И еще диковина приключилась. Сама всенародная депутатка Степанида Васильна перед целительным салоном госпожи Лолы из машины высадилась и прямиком туда внутрь устремилась. А этого за ней никогда не встречалось, оттого как обе друг дружку видеть не могли и при встречах искрами очень натурально сыпали. Госпожа Лола, соперницу из окна увидамши, в сильное удивление и недовольство выпала да послала узнать, чего надобно старой перечнице. А сама тоже по лестнице прокралась и глядит тайком, что такое депутатка Яга говорить станет и делать.
Степанида Васильна на девок дежурных не поглядела, а велит сразу доложить хозяйке, чтобы оказала ей важный прием. А сама в мятом парике и с лица будто спавшая, энергетизму совсем лишенная, за спину держится и охает. Госпожа Лола тут обратно в свой апартамент отбежала, напустила на себя надмевающий вид, а как пришли докладывать, головой кивнула и еще больше осушилась лицевым выражением.
Тут Степанида Васильна в кабинет вошла, сразу на стул, будто без сил, обрушилась и еще больше разохалась.
— Вот ведь какая напасть, — говорит, — ох, а хоть мы с тобой врагини, мириться к тебе пришла. Не побрезгуй и ты, потому как нам с тобой, ежели так пойдет, делить будет нечего.
А госпожа Лола скептически рот поджала, хмык произнесла и отвечает язвенно:
— Уж и впрямь делить нам нечего, я в деревенском дремучем знахарстве не сильна и в квасном патриотизме интереса не имею.
— Да ты не язви, — говорит ей Степанида Васильна и опять охает, — коли я к тебе сама пришла и уничижительность этим к себе явила. Видишь, до чего довели, чуть обратно не скрючивает. Ох. Вот к тебе за лечением обращаюсь, расстройство что-то сильно одолело. А все от переживаний. Племянник родной объявился из заморских стран, да тетку вовсе не уважает. Водяной совсем от рук отбился, а теперь и пропал без следа. Да слышь, музей-то у меня спалили, все экспонаты сгинули, а сколько лет служили верой и правдой.

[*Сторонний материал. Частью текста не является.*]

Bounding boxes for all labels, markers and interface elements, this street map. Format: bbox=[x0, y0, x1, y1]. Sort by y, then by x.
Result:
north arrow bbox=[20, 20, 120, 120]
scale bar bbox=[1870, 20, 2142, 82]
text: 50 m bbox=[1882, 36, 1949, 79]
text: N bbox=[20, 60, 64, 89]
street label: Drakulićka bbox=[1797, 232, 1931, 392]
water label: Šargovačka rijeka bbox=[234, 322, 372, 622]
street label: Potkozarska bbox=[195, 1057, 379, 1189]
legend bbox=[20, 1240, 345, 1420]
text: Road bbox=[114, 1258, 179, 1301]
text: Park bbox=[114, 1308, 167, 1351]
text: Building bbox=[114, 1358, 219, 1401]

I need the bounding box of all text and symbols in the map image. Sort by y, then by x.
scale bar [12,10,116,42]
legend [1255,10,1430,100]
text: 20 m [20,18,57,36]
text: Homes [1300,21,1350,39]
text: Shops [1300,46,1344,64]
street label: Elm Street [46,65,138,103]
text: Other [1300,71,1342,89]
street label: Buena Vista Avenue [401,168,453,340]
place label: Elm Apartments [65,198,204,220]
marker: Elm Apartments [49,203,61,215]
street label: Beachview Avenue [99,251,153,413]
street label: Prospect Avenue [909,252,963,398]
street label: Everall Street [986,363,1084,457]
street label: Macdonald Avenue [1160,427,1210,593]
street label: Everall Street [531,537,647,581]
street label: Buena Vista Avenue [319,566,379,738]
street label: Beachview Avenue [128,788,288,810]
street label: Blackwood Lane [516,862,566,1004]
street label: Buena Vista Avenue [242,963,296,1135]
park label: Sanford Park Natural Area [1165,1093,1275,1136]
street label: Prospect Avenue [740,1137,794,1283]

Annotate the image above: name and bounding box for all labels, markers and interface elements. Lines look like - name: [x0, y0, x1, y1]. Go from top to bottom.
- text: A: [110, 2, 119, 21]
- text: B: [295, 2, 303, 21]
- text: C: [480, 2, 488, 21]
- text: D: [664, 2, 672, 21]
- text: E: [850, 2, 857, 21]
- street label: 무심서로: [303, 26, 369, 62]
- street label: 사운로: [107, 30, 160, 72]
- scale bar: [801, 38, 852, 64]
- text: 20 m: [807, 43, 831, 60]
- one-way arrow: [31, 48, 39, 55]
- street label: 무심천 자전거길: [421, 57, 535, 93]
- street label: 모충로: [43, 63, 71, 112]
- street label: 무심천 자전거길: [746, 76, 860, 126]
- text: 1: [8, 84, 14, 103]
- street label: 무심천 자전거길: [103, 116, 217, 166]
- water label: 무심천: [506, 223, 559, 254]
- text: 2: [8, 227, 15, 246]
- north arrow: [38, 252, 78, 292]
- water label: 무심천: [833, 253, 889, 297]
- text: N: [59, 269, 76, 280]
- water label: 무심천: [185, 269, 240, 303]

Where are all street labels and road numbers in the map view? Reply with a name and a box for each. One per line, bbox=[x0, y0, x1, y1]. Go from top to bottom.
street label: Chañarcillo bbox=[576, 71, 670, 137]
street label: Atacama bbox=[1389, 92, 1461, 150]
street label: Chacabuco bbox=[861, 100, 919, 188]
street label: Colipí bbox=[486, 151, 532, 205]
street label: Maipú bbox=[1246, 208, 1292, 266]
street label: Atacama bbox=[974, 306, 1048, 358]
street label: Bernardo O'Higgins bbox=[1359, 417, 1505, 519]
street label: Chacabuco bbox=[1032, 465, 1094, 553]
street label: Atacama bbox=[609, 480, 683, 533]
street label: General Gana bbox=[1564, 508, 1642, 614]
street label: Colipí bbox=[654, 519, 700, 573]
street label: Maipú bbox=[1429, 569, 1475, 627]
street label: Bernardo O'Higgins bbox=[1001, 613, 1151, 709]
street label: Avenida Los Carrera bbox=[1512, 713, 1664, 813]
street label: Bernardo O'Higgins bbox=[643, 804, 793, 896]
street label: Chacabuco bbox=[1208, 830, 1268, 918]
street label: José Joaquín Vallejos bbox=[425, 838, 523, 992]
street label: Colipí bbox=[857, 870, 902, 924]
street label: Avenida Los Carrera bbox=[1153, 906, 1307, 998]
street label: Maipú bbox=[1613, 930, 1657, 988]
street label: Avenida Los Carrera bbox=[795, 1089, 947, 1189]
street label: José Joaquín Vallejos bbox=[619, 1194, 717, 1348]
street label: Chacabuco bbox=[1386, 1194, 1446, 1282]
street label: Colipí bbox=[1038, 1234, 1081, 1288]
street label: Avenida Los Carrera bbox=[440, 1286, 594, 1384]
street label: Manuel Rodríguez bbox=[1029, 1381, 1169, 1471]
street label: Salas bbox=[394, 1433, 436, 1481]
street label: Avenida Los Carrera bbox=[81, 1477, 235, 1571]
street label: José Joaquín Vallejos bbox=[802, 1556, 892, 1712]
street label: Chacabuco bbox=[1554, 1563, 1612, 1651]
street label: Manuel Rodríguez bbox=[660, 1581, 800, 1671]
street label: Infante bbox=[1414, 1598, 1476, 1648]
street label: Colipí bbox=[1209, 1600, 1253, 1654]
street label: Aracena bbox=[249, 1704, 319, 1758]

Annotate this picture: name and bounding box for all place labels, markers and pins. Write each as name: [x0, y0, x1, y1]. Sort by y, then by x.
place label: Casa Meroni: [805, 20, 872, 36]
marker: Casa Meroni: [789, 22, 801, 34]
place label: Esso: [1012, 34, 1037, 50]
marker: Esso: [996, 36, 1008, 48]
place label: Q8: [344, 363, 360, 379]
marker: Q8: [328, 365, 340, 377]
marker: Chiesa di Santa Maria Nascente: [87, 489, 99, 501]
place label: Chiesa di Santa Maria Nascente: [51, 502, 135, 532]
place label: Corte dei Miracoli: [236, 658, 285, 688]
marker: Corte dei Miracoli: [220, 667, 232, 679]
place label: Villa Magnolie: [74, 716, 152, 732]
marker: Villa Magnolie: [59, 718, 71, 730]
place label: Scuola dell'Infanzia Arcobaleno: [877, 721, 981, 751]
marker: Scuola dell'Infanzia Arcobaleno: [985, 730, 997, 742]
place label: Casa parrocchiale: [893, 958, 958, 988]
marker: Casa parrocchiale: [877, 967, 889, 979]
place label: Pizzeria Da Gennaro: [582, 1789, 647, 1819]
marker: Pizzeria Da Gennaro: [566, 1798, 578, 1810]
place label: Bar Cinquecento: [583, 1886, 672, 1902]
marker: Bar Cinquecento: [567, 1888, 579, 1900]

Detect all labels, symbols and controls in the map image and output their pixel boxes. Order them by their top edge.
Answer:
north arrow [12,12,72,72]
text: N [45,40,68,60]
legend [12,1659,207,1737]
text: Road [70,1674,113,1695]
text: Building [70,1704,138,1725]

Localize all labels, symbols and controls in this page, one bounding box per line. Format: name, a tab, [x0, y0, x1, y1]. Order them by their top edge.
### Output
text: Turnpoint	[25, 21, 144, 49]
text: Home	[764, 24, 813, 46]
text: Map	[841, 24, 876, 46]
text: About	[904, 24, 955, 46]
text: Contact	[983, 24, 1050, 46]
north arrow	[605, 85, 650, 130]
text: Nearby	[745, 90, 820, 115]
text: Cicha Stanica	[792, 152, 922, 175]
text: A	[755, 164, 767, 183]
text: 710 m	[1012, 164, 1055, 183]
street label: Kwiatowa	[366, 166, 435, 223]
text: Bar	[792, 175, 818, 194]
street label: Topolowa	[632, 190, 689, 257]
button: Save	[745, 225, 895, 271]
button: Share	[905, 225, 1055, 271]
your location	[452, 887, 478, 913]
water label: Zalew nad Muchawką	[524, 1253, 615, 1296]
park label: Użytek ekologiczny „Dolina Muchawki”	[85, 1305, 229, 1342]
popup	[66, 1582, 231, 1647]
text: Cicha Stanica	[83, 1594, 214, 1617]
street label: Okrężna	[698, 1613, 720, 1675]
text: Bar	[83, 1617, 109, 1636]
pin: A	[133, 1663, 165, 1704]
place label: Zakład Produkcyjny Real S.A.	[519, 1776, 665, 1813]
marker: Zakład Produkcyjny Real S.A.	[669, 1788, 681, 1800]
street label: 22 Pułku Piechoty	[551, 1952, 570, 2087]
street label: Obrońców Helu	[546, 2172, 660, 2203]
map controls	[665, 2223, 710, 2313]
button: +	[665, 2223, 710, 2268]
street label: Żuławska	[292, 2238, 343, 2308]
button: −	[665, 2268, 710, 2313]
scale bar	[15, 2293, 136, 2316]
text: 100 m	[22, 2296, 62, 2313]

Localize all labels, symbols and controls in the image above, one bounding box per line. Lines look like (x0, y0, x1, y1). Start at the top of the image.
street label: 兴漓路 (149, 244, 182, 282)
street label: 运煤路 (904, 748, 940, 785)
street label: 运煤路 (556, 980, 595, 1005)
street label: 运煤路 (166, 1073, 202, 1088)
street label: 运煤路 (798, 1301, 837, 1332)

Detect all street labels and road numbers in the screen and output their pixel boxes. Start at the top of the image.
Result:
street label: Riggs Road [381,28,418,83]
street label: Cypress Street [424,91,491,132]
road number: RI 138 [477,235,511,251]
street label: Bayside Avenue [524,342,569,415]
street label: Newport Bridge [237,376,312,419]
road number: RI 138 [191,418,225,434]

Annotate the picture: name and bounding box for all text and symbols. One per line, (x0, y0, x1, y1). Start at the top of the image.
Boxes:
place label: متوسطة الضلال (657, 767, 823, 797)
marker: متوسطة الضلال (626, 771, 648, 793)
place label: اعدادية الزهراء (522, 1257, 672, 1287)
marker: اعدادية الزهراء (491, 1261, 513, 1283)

— Кто же это сотворил? — интересуется госпожа Лола, а сама злорадуется внутри, хоть видом по-прежнему суха.
— Да кто как не Водяного бритое соплячье, — ругается Степанида Васильна. — Фантомаски теперь на себя нахлобучили, черными налетчиками прозвались, а как были пакостные мелкососы, так и остались. Жалко, не всех в каталажке твой муженек пожег.
— Это никак не доказано, — вставляет тут оскорбительно госпожа Лола, — и есть поклеп, я этого терпеть ни от кого не намереваюсь.
— Ну и не терпи, а это я так, к слову, — замиряюще говорит Яга. — Ох. А Лешака тоже зарезали. Жалко его квадратную голову, хоть он сам прямой душегубец был. А только он один с Гномом мог управиться, да Гном его и зарезал, чуют мои кости, не без того.
А госпожа Лола развела глаза пошире, потому как удивительны ей такие факты, и спрашивает:
— Для чего Лешаку надо было с Гномом управляться?
— А чтоб озеро оставил и не трогал во веки вечные, тьфу, тьфу, тьфу, — отвечает Степанида Васильна.
— Интересности какие вы говорите, — замечает госпожа Лола. — А может, у вас тоже свои виды на дивное озеро имеются? Только я на него первая глаз положила и буду себя отстаивать, а вам лучше в это не замешиваться. — И улыбку делает, ровно горгулья какая.
— У меня, детонька, к дивному озеру один интерес, — сварливо говорит Степанида Васильна, — чтоб оно тиной заросло и болотной топью стало.
— Вот натуральная деревенская дикость, — возмутилась на это госпожа Лола. — Не умеете обращаться с дивным озером, так не лезьте. Его нужно пробудить и целительным энергетизмом зарядить. Тогда оно станет пользу приносить. А от вашей болотной топи одна гадость будет и нездоровость.
— Тьфу, — говорит Степанида Васильна, — вот нонешнее невежество. Прямо поветрие какое. Тебе, детонька, это озеро ни за что не пробудить, а оно само скоро пробудится, так и знай, если нужных мер не сделать. А как пробудится, тебя и меня, и остальных всех так скрючит, что уже не выпрямишься. В дремучих лесах прятаться тогда будем, горе несчастное мыкать.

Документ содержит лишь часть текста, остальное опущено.